MOTIFS DE LA DECISION
sur la demande de requalification des CDDI en CDI
Mme [N] fait justement valoir que les structures d'insertion par l'activité économique peuvent recourir au contrat à durée déterminée d'insertion pour embaucher des personnes sans emploi rencontrant des difficultés sociales mais que l'article L 5132-5 du code du travail prévoit une possibilité de renouvellement dans la limite de vingt-quatre mois. Cette durée maximale peut toutefois être prolongée, avec l'accord de France Travail, pour les salariés âgés de 50 ans ou plus, pour favoriser leur insertion.
En l'espèce, il est constant que l'intéressée été employée en tant qu'ouvrière polyvalente dans le cadre de contrats à durée déterminée d'insertion durant plus de 3 ans.
Au moyen de sa pièce 5 l'association [2] se prévaut de l'autorisation de France Travail (Pôle emploi) permettant selon elle le dépassement de la durée maximale mais cette pièce est non pas une autorisation de prolongation du délai précité mais une décision d'agrément sans rapport avec la situation particulière de Mme [N] et elle ne permettait donc pas la poursuite de son contrat sous la forme d'un CDDI pendant plus de 2 années.
Il en sera tiré comme conséquence non pas que dès l'origine l'embauche de l'intéressée ait été faite dans le cadre d'un contrat à durée indéterminée mais qu'à compter du premier jour du 25 eme mois, le 26 novembre 2021, elle s'est trouvée liée à son employeur par un contrat à durée indéterminée.
Sur les sommes revenant à la salariée
il lui sera alloué la somme réclamée à titre d'indemnité de requalification.
Le CDD requalifié en CDI ayant été rompu sans motif ni lettre de licenciement il y a lieu de juger que sa rupture est dénuée de cause réelle et sérieuse.

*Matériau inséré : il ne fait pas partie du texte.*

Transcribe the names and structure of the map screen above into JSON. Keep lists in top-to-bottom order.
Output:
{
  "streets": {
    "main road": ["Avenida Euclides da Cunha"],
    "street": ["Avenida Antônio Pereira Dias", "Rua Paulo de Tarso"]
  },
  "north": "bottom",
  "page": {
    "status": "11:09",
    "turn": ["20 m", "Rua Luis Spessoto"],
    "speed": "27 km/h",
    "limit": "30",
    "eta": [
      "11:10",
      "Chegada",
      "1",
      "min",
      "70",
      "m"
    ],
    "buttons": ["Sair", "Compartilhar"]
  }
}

La somme réclamée, exacte, n'étant pas discutée en son quantum il convient de faire droit à la demande de la salariée formulée au titre de l'indemnité de licenciement.
Au titre du préavis il lui sera octroyé deux mois de salaires, sa qualité de cadre au sens de la convention collective ne ressortant en effet ni du contrat de travail mentionnant ses fonctions d'ouvrière, ni de ses bulletins de paie ni de tout autre élément.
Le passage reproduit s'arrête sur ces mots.